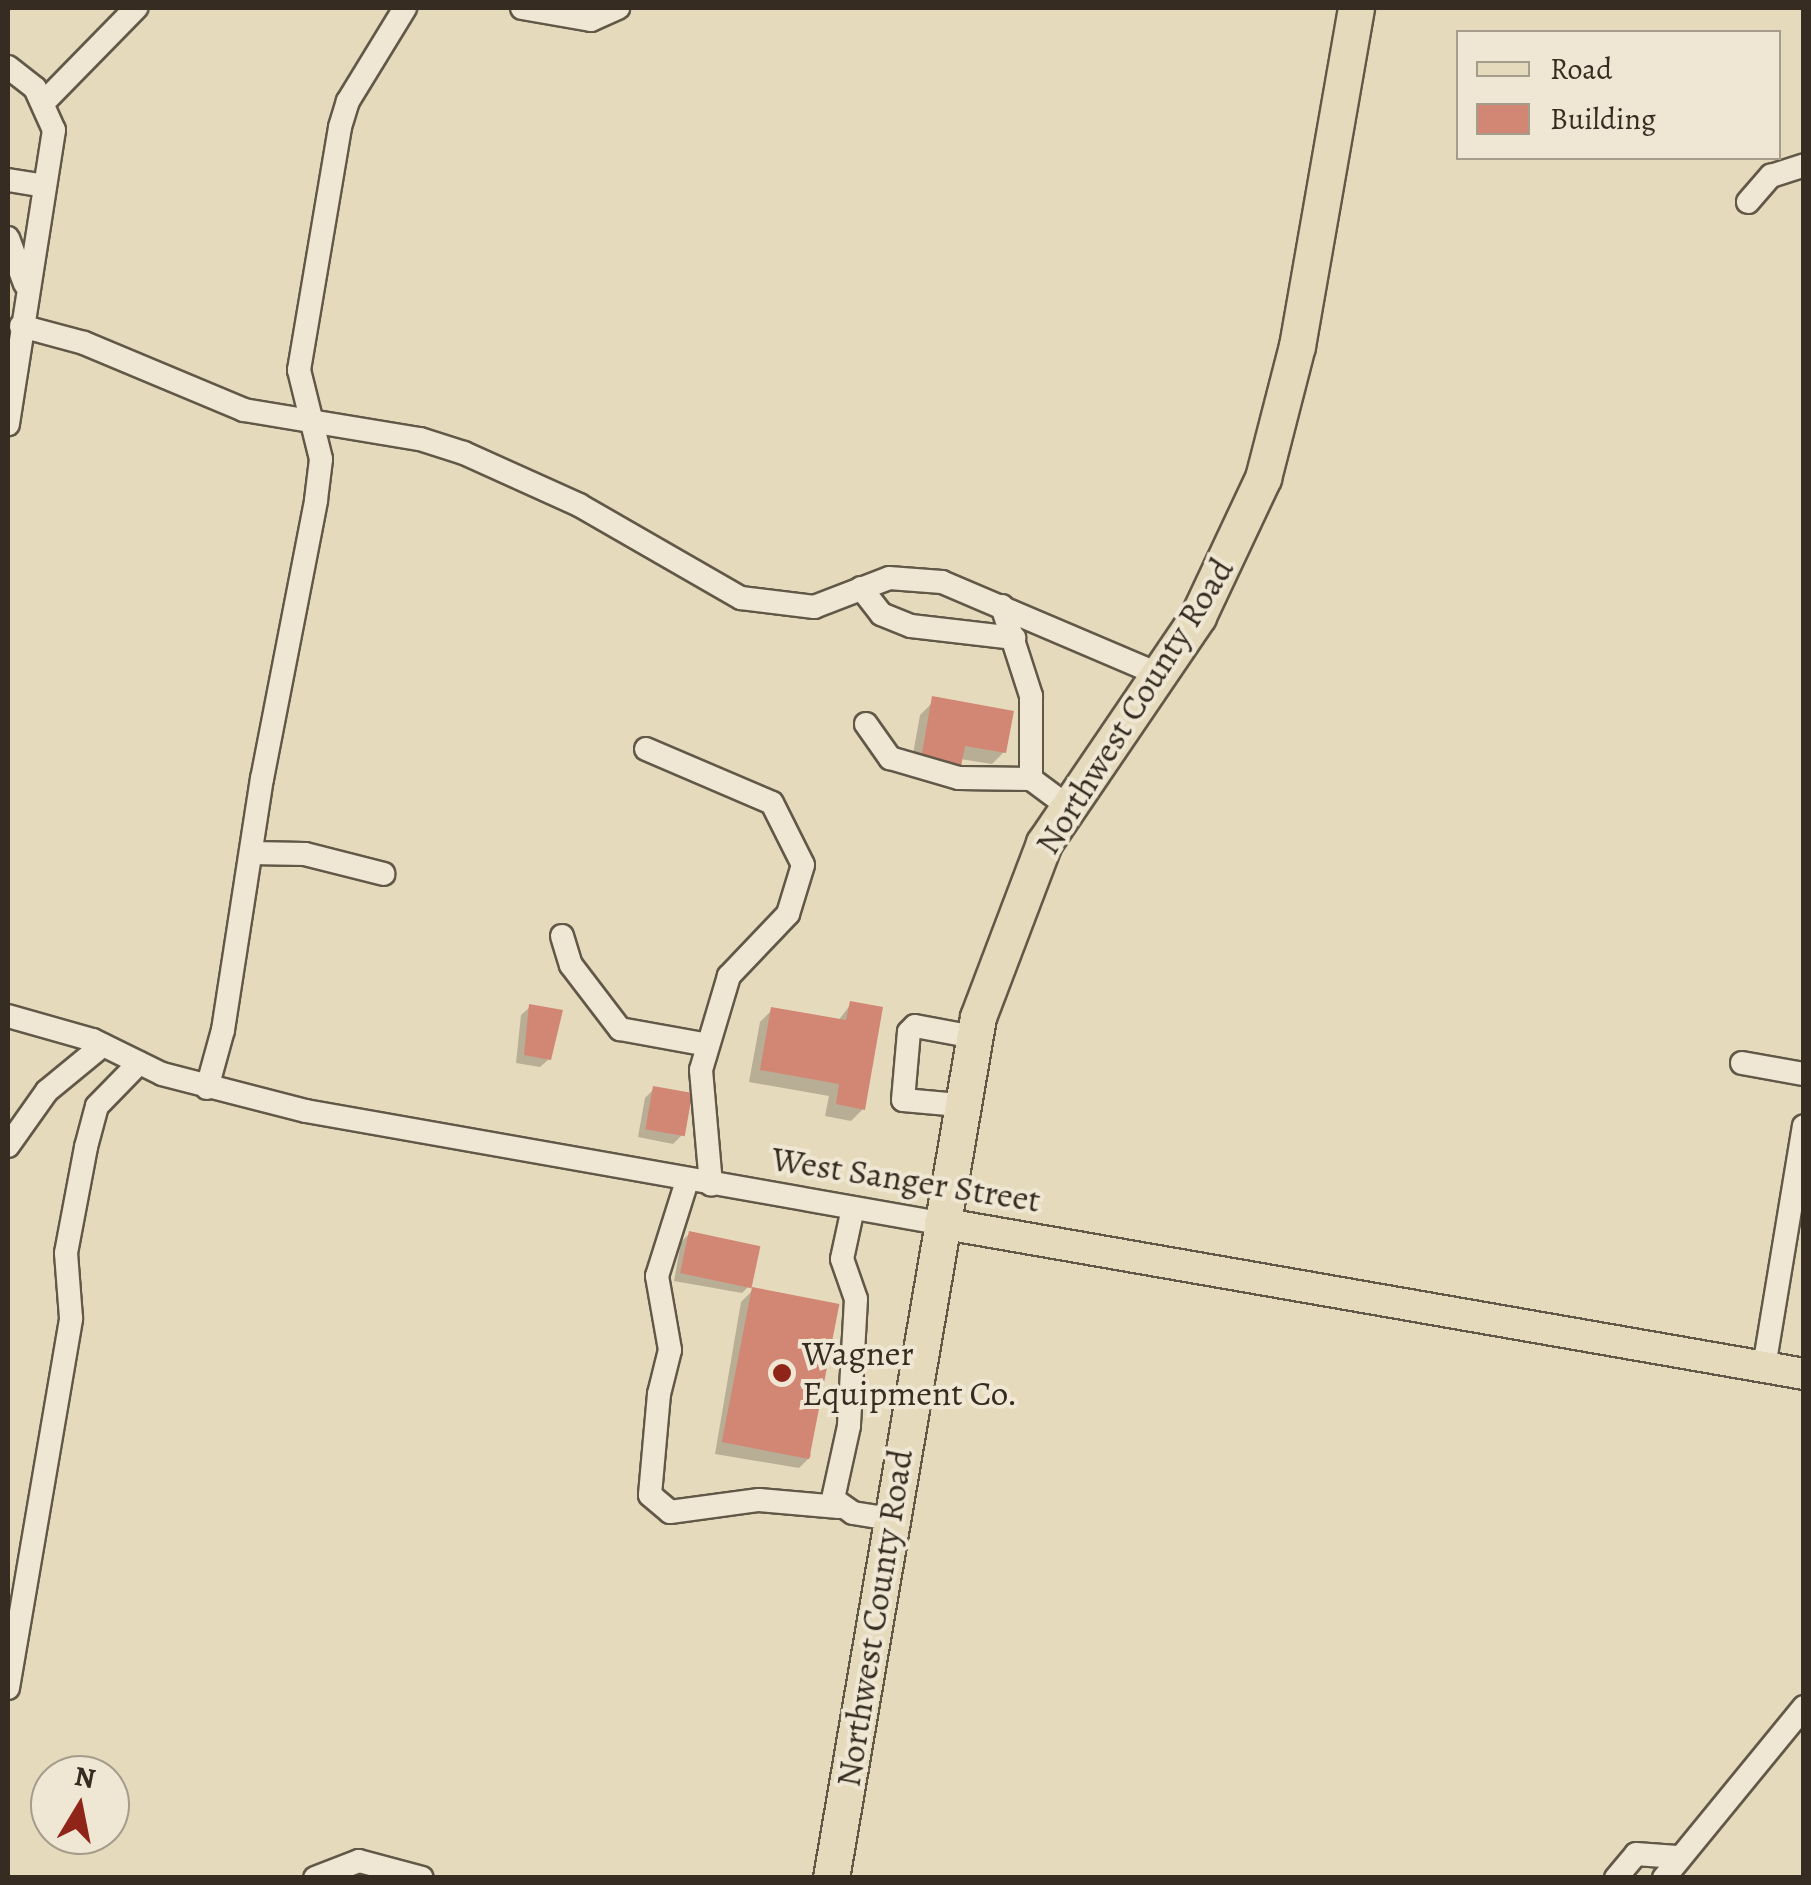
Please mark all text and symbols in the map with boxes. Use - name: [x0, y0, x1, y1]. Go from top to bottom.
- legend: [1456, 30, 1781, 160]
- text: Road: [1550, 49, 1612, 89]
- text: Building: [1550, 99, 1656, 139]
- street label: Northwest County Road: [1026, 550, 1242, 862]
- street label: West Sanger Street: [769, 1137, 1043, 1221]
- place label: Wagner Equipment Co.: [802, 1332, 1018, 1414]
- marker: Wagner Equipment Co.: [771, 1362, 793, 1384]
- street label: Northwest County Road: [827, 1446, 921, 1790]
- north arrow: [30, 1755, 130, 1855]
- text: N: [72, 1757, 98, 1798]

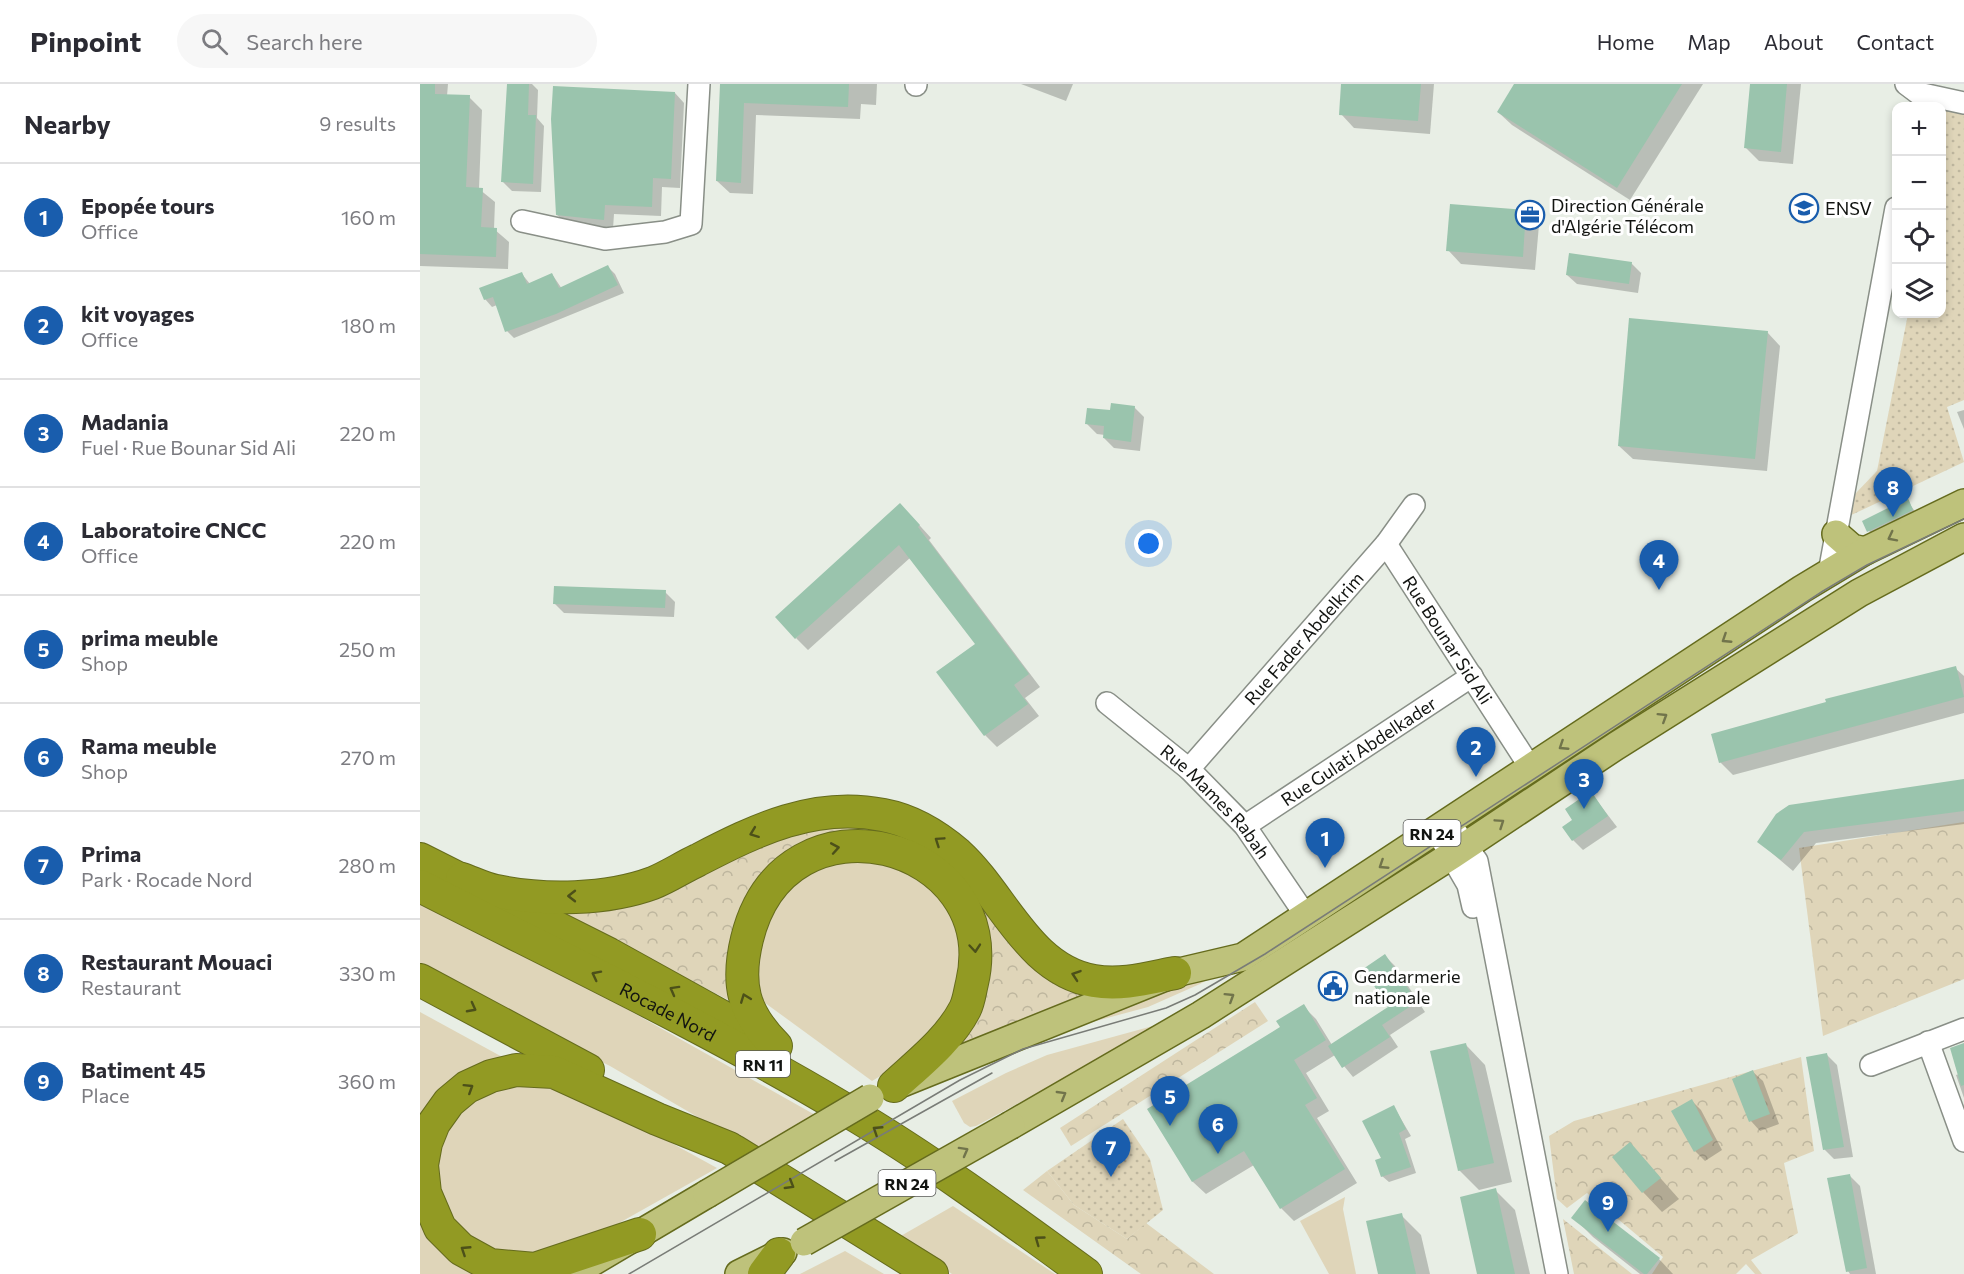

----------

Requirement: Print every entry exactly as written, without the pictures.

Exercise response:
Please mark all text and symbols in the map with boxes. Use - name: [x0, y0, x1, y1]. Go from top to bottom.
- legend: [1456, 30, 1781, 160]
- text: Road: [1550, 49, 1612, 89]
- text: Building: [1550, 99, 1656, 139]
- street label: Northwest County Road: [1026, 550, 1242, 862]
- street label: West Sanger Street: [769, 1137, 1043, 1221]
- place label: Wagner Equipment Co.: [802, 1332, 1018, 1414]
- marker: Wagner Equipment Co.: [771, 1362, 793, 1384]
- street label: Northwest County Road: [827, 1446, 921, 1790]
- north arrow: [30, 1755, 130, 1855]
- text: N: [72, 1757, 98, 1798]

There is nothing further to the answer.